Chinese asset management firm Bosera Asset Management Co Ltd has reportedly raised $200 million for what it has claimed to be the country's first sustainable development-focused exchange-traded fund (ETF). The Shenzhen-based firm revealed that the ETF has managed to attract strong interest from domestic institutional investors and investors from abroad.

The new ETF, called the Bosera CSI Sustainable Development 100 ETF, reportedly raised the funds after the company wrapped up its global marketing last week. According to Bosera, the ETF received major backing from "two or three" overseas hedge funds. It apparently also received investments from a firm in Argentina.

Due to the interest, Bosera stated that it is currently considering the possibility of launching an offshore feeder fund to meet the demand from foreign investors. The company's deputy head and portfolio manager, Steve Wang, did not immediately disclose the names of the investors that backed the new ETF.

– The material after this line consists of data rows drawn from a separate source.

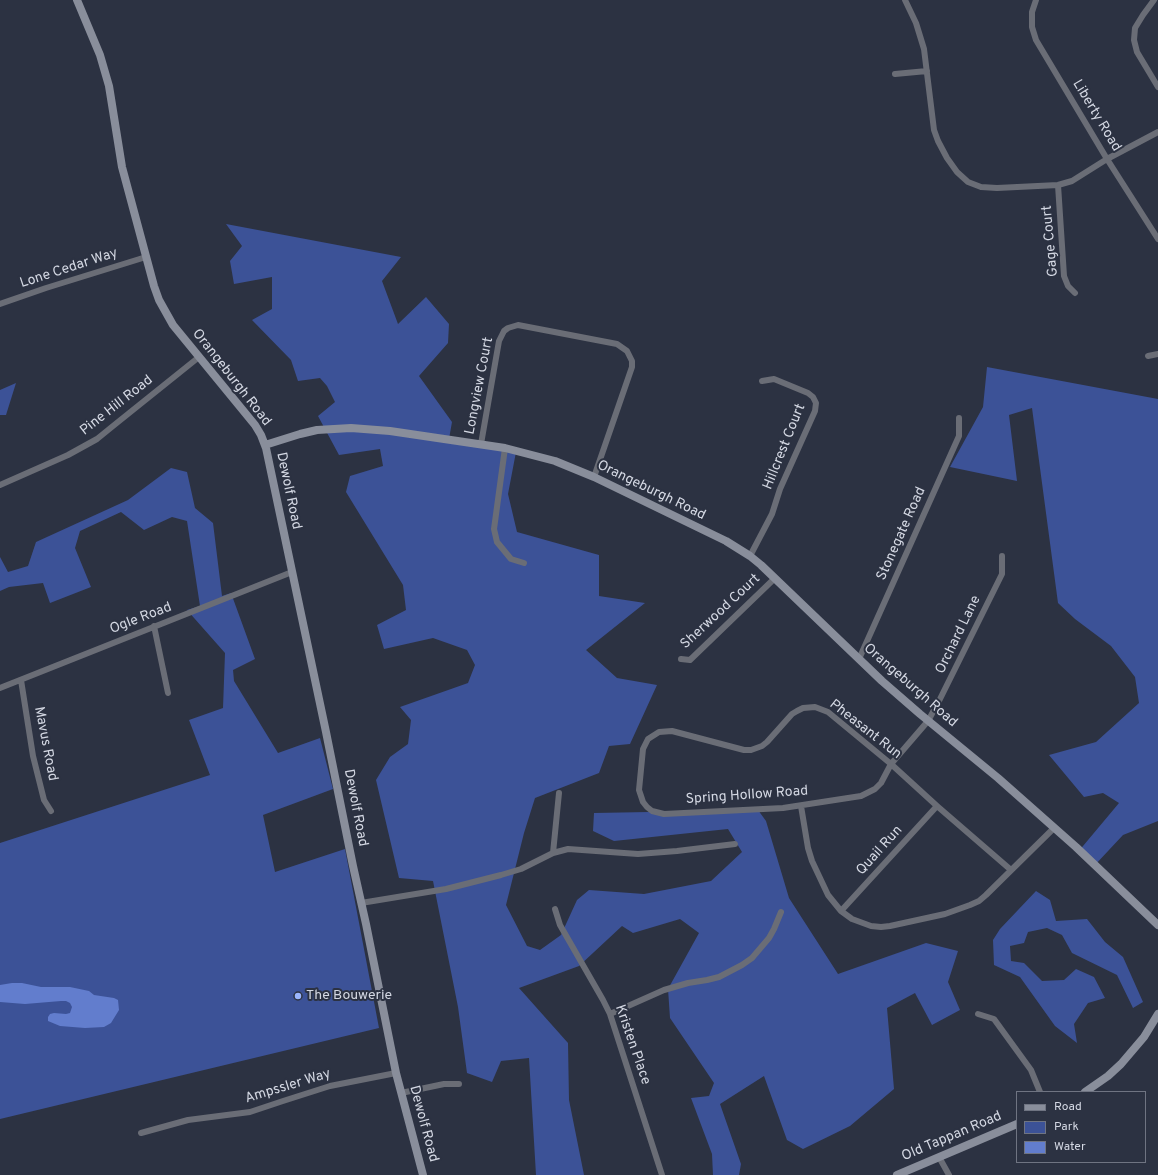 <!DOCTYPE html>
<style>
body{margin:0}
#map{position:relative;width:1158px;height:1175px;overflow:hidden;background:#2c3242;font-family:Overpass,sans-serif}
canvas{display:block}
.legend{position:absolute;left:1016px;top:1091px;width:130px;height:72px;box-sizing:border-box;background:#2c3242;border:1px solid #6f7482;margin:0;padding:5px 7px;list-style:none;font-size:12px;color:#d4d8e3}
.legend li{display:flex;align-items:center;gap:8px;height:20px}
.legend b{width:20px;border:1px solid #6f7482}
</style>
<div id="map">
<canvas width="1158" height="1175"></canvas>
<ul class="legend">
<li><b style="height:5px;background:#898e9b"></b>Road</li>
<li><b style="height:11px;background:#3c5297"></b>Park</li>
<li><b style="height:11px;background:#627dcd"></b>Water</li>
</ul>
</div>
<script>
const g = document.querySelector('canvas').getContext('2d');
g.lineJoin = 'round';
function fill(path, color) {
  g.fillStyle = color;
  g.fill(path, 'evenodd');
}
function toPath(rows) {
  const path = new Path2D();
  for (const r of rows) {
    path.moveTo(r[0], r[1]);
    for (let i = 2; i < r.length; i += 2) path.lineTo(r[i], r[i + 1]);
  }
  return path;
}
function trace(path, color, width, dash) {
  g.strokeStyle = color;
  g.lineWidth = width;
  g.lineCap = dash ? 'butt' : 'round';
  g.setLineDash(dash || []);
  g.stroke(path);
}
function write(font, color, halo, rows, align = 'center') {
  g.font = font + ' Overpass,sans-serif';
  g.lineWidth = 4;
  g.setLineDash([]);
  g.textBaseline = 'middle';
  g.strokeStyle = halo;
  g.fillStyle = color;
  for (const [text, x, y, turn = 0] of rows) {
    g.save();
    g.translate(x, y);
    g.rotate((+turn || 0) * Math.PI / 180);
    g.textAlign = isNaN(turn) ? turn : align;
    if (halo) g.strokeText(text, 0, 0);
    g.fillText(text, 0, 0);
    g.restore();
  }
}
fill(toPath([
 [226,224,401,257,382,281,398,324,426,297,449,324,448,343,419,376,452,422,449,439,516,452,508,494,517,532,599,555,599,596,645,603,586,650,617,678,657,685,630,744,609,746,599,773,535,798,524,833,506,905,527,946,540,950,561,935,577,900,589,890,644,894,711,881,742,852,728,829,614,841,593,831,594,813,758,810,766,821,789,898,838,974,926,943,958,951,948,982,960,1010,932,1025,915,993,887,1008,894,1089,850,1126,803,1149,787,1140,764,1076,720,1104,741,1164,739,1175,713,1175,712,1154,691,1098,709,1096,714,1083,670,1018,668,989,699,933,680,919,633,933,622,926,579,966,519,988,568,1043,569,1100,584,1175,536,1175,529,1058,501,1061,492,1082,467,1073,458,1007,433,881,399,878,376,780,390,757,408,744,411,720,400,707,468,683,475,665,467,650,433,638,384,649,377,625,406,610,403,585,346,492,350,476,383,466,380,449,339,455,318,416,335,402,327,386,320,378,298,381,291,360,252,320,272,309,272,277,234,284,230,261,242,246],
 [987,367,1158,399,1158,821,1123,835,1094,866,1078,852,1119,803,1103,793,1084,797,1049,755,1096,742,1139,703,1135,677,1111,646,1075,619,1058,603,1032,408,1009,415,1017,481,950,467,983,407],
 [16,383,6,415,0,415,0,390],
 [171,468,187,472,195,508,213,523,222,596,231,593,255,659,233,670,234,681,278,753,320,738,333,789,263,815,275,872,345,849,379,1028,0,1119,0,843,210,775,189,720,223,708,225,653,187,610,200,606,187,521,172,517,144,530,121,512,80,531,75,548,91,587,50,603,43,583,9,587,0,591,0,557,8,572,28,566,36,542,128,500],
 [1036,891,1050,900,1056,921,1087,919,1105,942,1123,957,1143,1002,1133,1008,1117,975,1072,953,1062,935,1047,928,1028,932,1024,943,1010,946,1011,961,1024,963,1042,981,1064,980,1076,969,1094,977,1105,998,1088,1003,1074,1024,1077,1043,1055,1026,1020,977,994,965,993,940,1000,929]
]), '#3c5297');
fill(toPath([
 [12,983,22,983,41,987,70,987,89,991,94,995,114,998,118,1000,119,1010,111,1023,104,1027,85,1028,60,1026,48,1021,48,1017,50,1014,54,1013,66,1014,70,1013,72,1007,70,1003,66,1001,61,1001,25,1004,0,1002,0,985]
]), '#627dcd');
trace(toPath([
 [905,0,916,23,924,49,934,130,938,141,947,158,957,172,968,182,981,187,997,188,1058,185,1072,181,1107,159,1158,132],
 [1036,0,1032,12,1032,27,1036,40,1107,159,1158,239],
 [1154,0,1143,15,1135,28,1134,40,1137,52,1158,87],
 [895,74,927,71],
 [1058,185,1064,276,1068,286,1075,293],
 [0,304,46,288,146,257],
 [1148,356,1158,354],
 [481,444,499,341,504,331,508,328,518,325,617,344,627,351,632,361,632,367,594,477],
 [505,448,494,529,497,542,511,559,524,563],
 [0,485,68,455,97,439,113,426,199,357],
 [750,556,772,514,780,489,815,411,816,403,813,397,808,393,774,379,762,381],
 [1002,556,1002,574,939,701,928,721,891,764,881,783,875,789,861,796,783,808,664,814,652,811,647,807,643,802,639,790,643,749,648,739,659,732,672,731,744,750,751,750,762,746,767,742,792,714,797,711,803,708,815,707,828,712,891,764,937,806,1011,870],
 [154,626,168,693],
 [681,659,690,660,775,578],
 [859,659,959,436,959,418],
 [21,680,33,756,44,800,51,811],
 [0,688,292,572],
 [801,806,808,848,812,861,828,895,841,911,852,919,871,926,881,927,890,926,945,914,970,905,979,901,986,895,1054,828],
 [553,853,559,793],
 [361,903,446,889,501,875,521,869,553,853,568,849,638,854,677,851,735,844],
 [555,909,560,925,603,1000,610,1014,662,1175],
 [841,911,937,806],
 [610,1014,664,990,688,983,707,980,719,977,742,965,752,958,769,938,774,929,781,912],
 [978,1014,994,1019,1031,1070,1040,1092],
 [401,1093,444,1084,459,1084],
 [141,1133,188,1120,250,1112,283,1101,330,1086,396,1073],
 [939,1157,949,1175]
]), '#6a6d76', 6);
trace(toPath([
 [77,0,100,55,109,86,122,167,154,286,159,300,173,325,255,425,261,435,266,448,326,732,353,866,366,924,396,1073,423,1175],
 [265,445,300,434,317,430,351,428,390,431,505,448,555,461,594,477,726,541,750,556,761,565,882,681,920,714,998,778,1076,847,1158,925],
 [1085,1092,1108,1076,1121,1064,1144,1037,1158,1014],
 [897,1175,1017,1124]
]), '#898e9b', 8);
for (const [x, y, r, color] of [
 [298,996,4,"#9ab5fd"]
]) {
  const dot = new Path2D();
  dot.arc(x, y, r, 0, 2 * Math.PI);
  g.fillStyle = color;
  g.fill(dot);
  trace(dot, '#2c3242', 1.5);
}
write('14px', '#d4d8e3', '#2c3242', [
 ["Liberty Road",1096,116,59],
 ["Gage Court",1051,241,-95],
 ["Lone Cedar Way",69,269,-18],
 ["Orangeburgh Road",231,378,52],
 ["Longview Court",480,386,-79],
 ["Pine Hill Road",117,406,-38],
 ["Hillcrest Court",785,447,-68],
 ["Dewolf Road",288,491,78],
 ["Orangeburgh Road",651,491,26],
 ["Stonegate Road",902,534,-66],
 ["Sherwood Court",721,612,-43],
 ["Ogle Road",141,619,-21],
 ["Orchard Lane",959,635,-64],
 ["Orangeburgh Road",910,686,41],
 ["Pheasant Run",865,730,38],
 ["Mavus Road",45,744,79],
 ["Spring Hollow Road",747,796,-4],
 ["Dewolf Road",355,808,79],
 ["Quail Run",880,851,-48],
 ["Kristen Place",632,1045,71],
 ["Ampssler Way",288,1087,-17],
 ["Dewolf Road",423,1124,75],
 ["Old Tappan Road",952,1137,-23]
]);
write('14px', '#d4d8e3', '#2c3242', [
 ["The Bouwerie",306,996]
], 'left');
</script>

Wang did disclose that the company plans to list the new sustainability-focused ETF on the Shanghai Stock Exchange next month. Although, the exact date of its listing has yet to be determined. The ETF will be added to Bosera's wider ETF portfolio, which currently has a combined value of $11.7 billion.

The Bosera CSI Sustainable Development 100 ETF tracks the CSI Sustainable Development 100 index, which is being run by the China Alliance of Social Value Investing (CASVI). Together with Bosera, the two companies have developed a new assessment model that looks at the sustainability factor of different Chinese companies.

 While the new assessment model still ranks companies based on their profitability, it also considers other factors such as a company's societal contributions. This includes factors such as its ability to enforce employee rights, value to customers, its environmental impact, and its ability to provide a safe operating environment for its employees.

Based on the data it has so far gathered, CASVI revealed that some of the top-ranking A-share companies on its list include the China State Construction Engineering Corp, China Yangtze Power, the Agricultural Bank of China, and Hangzhou Hikvision Digital Tech. All of the companies listed are currently part of the CSI 300 index.

Wang explained that investors would stand to benefit from betting on such an ETF as the underlying portfolio companies do provide better transparency and therefore present less risk. Wang also clarified that the fees for its new ETF will be lower than actively managed funds. Actively managed funds typically have a 1.5 percent fee, while the new ETF will have a lower 0.5 percent management fee.